What to produce: Each line from the line containing "<div><b>09:38</b><p>Arrival</p></div>" through the last line of the entries is to be reproduced exactly as it stands.
——
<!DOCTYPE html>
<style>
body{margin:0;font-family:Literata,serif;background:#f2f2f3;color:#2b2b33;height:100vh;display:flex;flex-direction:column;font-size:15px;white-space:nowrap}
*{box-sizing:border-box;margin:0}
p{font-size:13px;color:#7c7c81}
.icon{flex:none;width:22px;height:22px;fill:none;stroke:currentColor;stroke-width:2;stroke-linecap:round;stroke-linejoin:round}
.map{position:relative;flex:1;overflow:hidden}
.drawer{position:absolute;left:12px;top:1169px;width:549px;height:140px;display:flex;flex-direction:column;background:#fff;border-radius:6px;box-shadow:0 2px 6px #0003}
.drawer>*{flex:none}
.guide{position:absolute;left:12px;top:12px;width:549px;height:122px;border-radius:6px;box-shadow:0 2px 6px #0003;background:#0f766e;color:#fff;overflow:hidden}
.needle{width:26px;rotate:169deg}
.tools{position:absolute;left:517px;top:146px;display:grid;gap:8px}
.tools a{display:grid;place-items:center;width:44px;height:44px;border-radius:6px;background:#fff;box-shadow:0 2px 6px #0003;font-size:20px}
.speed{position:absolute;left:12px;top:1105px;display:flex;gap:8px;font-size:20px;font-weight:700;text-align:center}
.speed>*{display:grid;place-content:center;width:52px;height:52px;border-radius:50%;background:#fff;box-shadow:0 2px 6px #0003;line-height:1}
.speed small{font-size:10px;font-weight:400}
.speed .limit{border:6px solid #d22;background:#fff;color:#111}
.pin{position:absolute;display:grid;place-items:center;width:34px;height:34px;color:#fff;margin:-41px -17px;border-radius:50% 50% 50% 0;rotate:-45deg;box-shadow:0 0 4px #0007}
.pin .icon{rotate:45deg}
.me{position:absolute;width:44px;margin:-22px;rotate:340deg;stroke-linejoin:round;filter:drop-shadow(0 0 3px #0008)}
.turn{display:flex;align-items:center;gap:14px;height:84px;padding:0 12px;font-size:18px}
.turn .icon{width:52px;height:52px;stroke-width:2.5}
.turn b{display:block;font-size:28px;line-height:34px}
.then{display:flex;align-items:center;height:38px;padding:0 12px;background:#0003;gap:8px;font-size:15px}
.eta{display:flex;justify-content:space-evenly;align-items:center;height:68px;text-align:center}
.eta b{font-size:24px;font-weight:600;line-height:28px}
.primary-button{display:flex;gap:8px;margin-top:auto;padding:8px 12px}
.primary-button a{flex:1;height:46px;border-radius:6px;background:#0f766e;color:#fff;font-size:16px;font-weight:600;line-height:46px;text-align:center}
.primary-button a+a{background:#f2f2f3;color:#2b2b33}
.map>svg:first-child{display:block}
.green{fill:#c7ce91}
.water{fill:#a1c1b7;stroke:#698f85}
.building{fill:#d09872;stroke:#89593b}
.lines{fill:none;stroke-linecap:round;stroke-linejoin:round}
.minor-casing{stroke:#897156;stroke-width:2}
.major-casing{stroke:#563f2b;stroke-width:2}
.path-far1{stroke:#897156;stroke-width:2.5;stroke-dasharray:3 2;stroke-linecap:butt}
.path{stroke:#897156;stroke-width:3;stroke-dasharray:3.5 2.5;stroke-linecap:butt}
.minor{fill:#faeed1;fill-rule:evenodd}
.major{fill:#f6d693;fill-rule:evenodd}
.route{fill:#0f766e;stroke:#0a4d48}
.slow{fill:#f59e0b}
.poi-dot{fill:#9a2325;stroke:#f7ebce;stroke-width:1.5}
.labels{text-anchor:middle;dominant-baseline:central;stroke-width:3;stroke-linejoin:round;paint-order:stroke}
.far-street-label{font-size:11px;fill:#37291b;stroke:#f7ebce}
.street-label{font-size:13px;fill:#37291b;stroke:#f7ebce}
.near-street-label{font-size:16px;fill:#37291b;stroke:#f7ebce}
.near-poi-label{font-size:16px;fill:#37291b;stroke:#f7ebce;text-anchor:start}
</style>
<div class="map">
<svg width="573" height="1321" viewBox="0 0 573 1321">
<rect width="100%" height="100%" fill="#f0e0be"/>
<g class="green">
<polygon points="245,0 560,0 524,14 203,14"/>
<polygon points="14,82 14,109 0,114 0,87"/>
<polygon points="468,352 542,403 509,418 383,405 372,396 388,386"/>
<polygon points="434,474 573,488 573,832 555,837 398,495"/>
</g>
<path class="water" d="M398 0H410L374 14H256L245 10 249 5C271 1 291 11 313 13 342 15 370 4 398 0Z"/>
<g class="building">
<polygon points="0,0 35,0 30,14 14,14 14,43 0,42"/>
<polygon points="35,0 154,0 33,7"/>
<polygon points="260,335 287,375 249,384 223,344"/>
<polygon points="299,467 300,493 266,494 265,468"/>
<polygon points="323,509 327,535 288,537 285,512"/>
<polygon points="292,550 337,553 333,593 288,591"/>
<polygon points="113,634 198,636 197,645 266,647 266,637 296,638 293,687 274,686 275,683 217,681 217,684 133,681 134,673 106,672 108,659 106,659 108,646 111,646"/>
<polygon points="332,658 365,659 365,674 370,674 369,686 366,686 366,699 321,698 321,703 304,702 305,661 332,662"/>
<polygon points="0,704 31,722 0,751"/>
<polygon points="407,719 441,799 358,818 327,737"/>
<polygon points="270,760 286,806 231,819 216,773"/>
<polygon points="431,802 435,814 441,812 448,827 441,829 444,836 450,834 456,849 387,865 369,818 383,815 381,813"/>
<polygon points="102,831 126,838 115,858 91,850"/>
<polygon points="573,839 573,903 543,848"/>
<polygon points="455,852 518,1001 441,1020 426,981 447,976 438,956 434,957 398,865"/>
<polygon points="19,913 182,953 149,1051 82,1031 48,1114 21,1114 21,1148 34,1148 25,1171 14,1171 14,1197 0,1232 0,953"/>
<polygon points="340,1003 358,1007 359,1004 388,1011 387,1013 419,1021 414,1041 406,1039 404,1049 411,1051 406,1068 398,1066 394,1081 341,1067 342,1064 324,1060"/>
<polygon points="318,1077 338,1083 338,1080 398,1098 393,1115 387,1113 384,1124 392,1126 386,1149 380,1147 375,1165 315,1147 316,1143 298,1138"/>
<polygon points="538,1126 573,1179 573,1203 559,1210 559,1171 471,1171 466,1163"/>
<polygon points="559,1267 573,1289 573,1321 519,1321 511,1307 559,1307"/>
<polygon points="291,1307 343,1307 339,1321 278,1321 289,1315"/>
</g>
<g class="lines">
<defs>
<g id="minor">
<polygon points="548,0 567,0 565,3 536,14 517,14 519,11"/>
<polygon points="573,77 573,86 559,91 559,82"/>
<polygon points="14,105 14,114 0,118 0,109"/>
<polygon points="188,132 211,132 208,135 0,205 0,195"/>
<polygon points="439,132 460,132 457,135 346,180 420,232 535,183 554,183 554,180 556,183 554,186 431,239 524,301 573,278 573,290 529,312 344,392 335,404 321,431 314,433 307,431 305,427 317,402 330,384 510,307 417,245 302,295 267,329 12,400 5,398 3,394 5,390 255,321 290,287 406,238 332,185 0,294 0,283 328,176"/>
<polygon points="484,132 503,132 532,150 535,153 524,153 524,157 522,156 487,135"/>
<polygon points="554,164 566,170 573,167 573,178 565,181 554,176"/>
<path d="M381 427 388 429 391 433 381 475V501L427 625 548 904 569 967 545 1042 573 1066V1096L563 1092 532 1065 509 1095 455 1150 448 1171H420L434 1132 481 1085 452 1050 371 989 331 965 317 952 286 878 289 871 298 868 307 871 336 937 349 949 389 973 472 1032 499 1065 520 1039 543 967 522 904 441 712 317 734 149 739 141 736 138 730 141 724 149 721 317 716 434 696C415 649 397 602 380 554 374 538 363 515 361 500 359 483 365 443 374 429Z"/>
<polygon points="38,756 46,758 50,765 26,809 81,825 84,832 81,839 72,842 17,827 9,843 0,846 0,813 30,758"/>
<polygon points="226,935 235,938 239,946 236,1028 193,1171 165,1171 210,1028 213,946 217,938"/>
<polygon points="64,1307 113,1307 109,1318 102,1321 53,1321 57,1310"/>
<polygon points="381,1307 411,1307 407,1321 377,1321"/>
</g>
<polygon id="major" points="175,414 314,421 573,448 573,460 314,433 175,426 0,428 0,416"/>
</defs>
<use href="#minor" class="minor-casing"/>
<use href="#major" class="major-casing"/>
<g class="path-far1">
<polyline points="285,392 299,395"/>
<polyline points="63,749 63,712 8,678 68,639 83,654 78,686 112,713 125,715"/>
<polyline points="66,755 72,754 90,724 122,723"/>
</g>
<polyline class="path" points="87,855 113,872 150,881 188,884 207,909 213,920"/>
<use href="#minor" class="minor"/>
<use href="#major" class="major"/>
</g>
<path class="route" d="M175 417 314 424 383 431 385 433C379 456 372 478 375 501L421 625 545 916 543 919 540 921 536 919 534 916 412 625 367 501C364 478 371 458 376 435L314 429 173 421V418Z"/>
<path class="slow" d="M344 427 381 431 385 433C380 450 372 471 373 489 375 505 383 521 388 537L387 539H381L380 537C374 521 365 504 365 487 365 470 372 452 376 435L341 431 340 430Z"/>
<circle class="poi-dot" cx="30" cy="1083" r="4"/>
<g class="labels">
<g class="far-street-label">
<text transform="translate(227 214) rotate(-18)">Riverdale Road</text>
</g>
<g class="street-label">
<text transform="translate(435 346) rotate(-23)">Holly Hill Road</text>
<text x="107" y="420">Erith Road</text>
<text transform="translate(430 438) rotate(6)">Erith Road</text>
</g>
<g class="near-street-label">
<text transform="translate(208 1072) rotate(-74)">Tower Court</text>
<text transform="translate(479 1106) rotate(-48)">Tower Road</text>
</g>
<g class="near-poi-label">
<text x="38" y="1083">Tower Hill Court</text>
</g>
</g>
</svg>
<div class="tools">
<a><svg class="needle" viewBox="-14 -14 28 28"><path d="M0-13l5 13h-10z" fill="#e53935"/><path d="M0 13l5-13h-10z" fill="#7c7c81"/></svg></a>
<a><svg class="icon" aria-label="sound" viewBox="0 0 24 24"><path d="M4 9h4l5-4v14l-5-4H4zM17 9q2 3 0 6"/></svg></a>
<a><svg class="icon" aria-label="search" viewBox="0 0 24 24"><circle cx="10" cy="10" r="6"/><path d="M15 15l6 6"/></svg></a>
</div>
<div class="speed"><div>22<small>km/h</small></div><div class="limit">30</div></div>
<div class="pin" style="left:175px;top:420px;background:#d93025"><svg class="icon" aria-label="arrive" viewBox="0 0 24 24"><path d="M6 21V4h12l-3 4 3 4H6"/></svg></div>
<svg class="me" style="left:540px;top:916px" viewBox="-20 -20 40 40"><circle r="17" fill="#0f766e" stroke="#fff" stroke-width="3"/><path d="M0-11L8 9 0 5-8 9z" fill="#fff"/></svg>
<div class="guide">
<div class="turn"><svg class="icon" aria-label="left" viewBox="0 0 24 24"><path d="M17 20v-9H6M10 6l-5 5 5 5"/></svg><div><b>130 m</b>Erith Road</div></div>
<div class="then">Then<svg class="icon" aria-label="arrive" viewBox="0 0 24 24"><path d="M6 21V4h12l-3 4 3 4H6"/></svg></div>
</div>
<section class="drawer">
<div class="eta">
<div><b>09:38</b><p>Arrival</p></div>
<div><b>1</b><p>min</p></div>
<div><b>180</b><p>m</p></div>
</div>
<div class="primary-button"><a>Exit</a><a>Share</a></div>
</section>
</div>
——
Answer space:
<div><b>09:38</b><p>Arrival</p></div>
<div><b>1</b><p>min</p></div>
<div><b>180</b><p>m</p></div>
</div>
<div class="primary-button"><a>Exit</a><a>Share</a></div>
</section>
</div>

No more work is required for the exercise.